* Task goal: Copy each line from the listing below where the word "canvas" shows up.

* Input for this task:

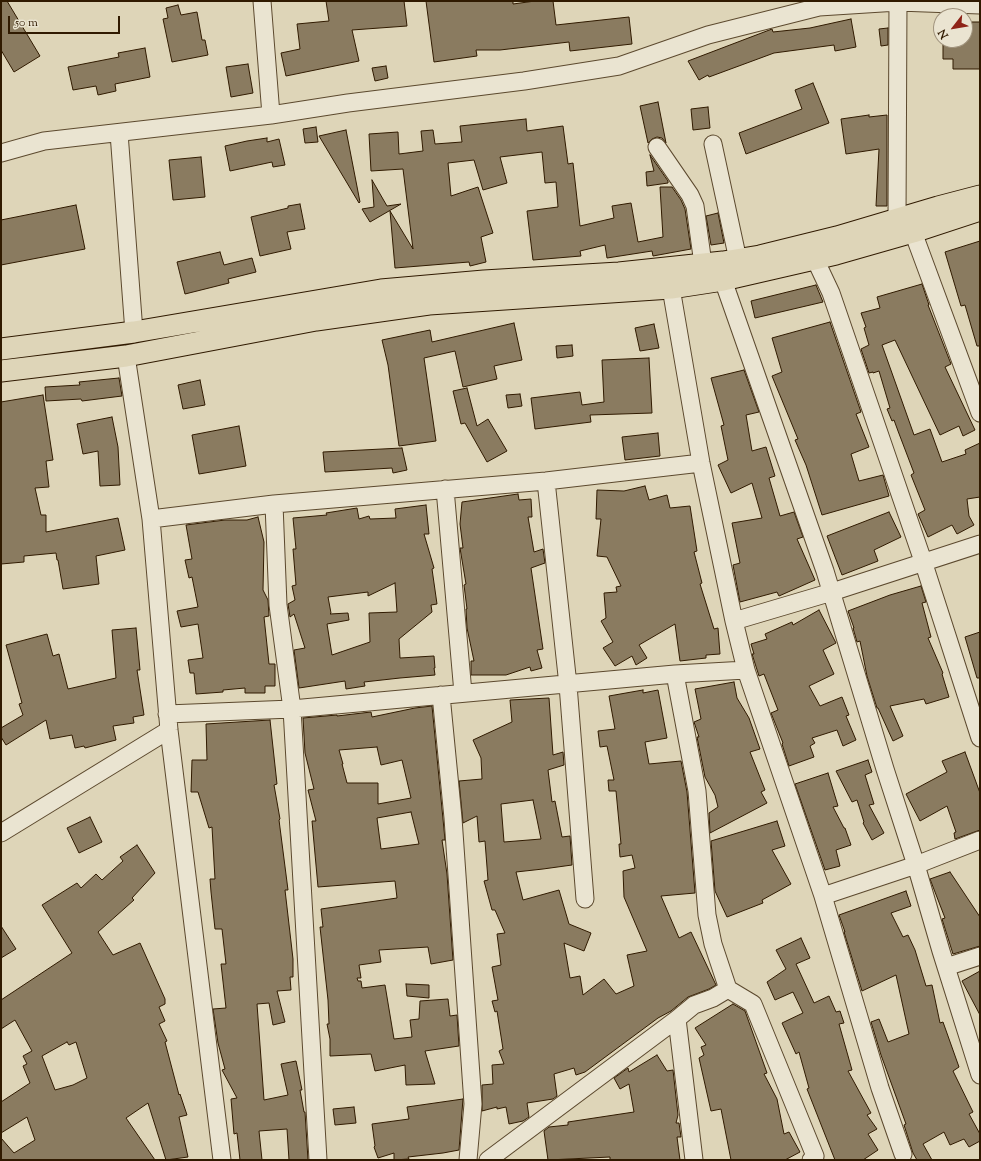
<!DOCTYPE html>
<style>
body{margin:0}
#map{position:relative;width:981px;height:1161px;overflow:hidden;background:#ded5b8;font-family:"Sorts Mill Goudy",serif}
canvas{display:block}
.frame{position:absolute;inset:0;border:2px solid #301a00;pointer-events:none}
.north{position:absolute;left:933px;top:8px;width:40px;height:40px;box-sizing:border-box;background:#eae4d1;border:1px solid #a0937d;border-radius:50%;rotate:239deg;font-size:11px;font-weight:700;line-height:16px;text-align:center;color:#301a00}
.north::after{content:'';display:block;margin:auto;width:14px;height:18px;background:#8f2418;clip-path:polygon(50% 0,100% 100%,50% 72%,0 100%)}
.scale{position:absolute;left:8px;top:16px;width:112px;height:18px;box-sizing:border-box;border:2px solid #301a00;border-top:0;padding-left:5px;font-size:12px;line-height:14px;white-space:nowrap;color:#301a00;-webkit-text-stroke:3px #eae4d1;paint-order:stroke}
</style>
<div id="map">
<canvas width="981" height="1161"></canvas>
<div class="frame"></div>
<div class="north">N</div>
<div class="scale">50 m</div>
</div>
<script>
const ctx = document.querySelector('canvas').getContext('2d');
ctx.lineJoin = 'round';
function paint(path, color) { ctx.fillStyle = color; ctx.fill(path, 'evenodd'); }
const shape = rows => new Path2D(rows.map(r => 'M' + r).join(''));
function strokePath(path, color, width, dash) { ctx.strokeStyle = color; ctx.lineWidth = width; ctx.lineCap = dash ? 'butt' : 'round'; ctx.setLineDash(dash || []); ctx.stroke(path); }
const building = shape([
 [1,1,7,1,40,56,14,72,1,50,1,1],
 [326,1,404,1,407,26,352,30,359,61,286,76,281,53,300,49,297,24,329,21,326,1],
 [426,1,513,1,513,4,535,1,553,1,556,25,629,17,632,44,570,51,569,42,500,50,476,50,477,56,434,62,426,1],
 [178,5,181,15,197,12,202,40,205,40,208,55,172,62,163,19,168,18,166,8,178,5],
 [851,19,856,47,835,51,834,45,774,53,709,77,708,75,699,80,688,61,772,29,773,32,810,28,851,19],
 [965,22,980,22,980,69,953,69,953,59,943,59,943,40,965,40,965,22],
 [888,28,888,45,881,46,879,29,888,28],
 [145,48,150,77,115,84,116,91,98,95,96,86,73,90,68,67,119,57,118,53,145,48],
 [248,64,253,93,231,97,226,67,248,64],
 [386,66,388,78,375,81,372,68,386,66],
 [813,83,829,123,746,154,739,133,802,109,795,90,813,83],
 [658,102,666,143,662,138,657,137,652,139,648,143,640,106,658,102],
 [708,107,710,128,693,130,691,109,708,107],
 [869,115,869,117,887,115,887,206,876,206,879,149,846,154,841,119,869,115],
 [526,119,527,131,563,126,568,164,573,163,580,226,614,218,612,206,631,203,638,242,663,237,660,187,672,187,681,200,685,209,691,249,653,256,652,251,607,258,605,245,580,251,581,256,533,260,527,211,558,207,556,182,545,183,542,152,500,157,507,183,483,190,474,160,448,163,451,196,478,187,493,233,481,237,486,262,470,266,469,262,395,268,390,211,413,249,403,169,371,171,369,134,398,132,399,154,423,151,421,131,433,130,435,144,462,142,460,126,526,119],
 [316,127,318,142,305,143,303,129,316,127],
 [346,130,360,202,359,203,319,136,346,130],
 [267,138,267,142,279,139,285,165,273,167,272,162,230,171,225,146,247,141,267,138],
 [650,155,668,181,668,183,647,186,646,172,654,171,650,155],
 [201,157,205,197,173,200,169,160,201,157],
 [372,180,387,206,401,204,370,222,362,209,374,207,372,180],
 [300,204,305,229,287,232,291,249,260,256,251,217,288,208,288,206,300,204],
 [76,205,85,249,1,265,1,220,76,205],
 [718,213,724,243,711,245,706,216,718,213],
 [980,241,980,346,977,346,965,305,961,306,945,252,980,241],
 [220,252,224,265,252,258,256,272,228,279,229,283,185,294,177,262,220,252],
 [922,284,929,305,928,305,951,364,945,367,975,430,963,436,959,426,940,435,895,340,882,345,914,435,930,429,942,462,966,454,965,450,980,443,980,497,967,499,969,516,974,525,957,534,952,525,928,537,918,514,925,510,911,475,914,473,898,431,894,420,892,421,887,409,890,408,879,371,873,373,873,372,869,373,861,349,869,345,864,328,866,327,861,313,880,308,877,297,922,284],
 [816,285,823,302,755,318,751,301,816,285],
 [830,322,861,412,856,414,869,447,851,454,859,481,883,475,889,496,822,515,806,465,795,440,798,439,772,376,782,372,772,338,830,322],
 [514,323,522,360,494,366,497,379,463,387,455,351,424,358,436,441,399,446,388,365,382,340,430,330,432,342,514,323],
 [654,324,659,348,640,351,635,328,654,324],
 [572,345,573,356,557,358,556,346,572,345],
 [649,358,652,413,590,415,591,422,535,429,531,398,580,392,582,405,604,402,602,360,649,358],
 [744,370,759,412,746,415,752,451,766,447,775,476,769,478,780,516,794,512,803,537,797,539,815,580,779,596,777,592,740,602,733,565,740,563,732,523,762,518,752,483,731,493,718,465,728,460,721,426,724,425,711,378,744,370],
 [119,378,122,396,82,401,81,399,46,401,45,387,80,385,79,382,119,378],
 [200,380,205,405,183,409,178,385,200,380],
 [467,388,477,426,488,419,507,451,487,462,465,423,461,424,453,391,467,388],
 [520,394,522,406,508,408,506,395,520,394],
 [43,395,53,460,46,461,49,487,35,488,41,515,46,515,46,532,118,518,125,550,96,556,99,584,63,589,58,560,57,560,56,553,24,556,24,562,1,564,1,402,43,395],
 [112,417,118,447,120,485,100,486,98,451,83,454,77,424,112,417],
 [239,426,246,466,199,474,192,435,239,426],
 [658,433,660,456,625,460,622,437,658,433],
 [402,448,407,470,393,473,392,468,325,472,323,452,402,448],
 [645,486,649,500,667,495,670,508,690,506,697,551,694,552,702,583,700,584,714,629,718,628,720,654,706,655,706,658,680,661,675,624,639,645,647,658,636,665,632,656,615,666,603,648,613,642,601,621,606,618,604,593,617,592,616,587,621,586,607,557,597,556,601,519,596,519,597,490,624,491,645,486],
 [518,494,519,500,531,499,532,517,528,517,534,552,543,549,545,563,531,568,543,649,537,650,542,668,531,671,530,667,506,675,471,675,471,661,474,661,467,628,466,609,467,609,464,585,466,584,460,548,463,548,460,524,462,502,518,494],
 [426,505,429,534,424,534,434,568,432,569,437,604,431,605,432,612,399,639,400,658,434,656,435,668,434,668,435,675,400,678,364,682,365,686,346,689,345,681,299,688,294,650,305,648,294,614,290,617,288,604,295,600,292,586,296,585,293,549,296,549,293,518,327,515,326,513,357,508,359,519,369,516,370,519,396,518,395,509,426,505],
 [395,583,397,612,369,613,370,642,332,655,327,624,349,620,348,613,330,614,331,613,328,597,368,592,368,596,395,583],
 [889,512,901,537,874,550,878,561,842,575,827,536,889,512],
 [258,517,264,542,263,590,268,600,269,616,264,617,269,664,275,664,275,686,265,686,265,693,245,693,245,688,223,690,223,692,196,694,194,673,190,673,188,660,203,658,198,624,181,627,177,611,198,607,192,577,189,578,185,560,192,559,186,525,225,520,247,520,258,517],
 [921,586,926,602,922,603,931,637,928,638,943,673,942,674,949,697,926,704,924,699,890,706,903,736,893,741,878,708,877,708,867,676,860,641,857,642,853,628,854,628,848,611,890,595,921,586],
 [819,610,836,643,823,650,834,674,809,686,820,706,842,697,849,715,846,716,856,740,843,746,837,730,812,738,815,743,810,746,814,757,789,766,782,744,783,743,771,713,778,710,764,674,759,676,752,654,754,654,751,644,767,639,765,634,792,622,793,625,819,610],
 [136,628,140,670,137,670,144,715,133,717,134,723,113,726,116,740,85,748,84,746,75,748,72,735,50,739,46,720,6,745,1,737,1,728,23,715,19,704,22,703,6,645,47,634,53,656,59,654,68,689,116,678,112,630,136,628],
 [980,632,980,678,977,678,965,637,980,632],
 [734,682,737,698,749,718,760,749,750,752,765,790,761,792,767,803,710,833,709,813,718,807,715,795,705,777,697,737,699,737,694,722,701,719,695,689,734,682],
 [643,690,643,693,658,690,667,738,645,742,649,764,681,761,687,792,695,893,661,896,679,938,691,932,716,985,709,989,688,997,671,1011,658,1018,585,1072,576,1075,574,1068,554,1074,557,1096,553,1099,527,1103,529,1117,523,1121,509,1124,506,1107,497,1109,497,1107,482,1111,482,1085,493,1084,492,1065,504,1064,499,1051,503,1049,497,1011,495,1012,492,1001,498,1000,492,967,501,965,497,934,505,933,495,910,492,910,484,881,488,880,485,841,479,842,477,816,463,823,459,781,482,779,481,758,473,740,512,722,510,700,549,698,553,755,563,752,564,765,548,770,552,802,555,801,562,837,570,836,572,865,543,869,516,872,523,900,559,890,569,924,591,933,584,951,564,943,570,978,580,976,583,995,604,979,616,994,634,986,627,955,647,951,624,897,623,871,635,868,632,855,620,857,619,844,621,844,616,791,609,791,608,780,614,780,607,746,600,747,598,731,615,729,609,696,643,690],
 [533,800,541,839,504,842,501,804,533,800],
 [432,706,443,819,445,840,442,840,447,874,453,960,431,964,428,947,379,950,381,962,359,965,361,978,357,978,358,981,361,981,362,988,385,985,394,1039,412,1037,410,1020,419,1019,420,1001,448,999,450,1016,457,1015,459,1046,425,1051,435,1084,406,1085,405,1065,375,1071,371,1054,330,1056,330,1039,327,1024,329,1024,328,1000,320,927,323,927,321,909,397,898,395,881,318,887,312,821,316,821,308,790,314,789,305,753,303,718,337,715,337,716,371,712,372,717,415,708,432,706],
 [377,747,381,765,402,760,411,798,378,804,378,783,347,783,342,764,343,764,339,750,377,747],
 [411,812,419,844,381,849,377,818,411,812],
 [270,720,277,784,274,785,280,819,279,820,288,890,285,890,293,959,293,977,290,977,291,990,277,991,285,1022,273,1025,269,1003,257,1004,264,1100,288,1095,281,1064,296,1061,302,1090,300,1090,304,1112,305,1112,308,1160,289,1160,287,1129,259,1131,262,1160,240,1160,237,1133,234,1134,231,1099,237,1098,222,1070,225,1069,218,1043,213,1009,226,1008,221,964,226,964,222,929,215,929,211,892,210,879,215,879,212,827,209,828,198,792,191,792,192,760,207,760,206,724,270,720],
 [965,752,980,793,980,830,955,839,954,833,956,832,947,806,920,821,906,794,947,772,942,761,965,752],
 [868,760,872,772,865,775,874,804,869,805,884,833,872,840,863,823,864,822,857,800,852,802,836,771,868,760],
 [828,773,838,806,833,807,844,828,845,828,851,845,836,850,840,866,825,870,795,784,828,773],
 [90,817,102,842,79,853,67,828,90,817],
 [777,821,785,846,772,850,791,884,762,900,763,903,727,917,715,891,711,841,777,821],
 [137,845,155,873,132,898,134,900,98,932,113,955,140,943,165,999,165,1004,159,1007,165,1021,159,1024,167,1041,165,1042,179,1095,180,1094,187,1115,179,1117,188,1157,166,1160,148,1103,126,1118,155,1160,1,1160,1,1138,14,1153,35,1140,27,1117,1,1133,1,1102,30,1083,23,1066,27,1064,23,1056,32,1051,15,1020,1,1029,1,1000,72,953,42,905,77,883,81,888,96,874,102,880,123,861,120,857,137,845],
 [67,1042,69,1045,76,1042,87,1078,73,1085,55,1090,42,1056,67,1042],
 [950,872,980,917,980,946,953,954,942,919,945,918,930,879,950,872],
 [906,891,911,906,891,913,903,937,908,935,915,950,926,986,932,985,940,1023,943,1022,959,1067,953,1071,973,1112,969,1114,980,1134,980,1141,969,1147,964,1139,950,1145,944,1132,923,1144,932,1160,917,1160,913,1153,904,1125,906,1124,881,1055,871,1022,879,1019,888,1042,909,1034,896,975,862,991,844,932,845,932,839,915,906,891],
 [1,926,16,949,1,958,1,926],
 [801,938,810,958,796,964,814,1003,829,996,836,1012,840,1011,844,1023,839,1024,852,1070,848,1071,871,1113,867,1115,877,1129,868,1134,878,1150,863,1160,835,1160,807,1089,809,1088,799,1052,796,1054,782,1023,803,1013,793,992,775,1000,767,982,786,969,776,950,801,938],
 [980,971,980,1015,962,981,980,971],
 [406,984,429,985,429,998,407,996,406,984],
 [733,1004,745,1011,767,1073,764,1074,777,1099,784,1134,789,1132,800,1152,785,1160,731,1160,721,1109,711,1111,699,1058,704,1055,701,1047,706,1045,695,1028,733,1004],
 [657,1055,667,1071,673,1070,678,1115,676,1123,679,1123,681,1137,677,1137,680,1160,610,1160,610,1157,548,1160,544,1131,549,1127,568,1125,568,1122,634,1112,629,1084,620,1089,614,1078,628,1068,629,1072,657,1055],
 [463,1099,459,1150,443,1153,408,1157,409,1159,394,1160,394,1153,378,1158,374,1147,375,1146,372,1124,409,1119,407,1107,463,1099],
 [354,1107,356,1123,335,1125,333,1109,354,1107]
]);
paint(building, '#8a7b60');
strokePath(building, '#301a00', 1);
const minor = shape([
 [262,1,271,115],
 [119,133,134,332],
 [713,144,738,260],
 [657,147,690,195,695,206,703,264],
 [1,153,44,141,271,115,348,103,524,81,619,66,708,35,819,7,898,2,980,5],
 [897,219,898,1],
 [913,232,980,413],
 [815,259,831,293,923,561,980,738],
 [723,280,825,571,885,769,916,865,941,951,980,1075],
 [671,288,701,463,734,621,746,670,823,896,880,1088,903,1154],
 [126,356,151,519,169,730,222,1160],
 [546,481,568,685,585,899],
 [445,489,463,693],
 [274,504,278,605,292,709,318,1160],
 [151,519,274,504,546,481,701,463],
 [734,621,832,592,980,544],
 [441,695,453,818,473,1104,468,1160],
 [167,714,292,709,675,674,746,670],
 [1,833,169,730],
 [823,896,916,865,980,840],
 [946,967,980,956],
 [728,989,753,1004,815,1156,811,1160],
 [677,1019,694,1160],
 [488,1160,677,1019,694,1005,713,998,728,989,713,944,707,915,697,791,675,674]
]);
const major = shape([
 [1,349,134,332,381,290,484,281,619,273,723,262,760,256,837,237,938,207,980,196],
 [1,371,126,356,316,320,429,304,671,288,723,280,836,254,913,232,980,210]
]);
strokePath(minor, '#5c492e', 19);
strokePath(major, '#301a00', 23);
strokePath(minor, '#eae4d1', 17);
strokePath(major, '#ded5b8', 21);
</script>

* The completed task:
canvas{display:block}
<canvas width="981" height="1161"></canvas>
const ctx = document.querySelector('canvas').getContext('2d');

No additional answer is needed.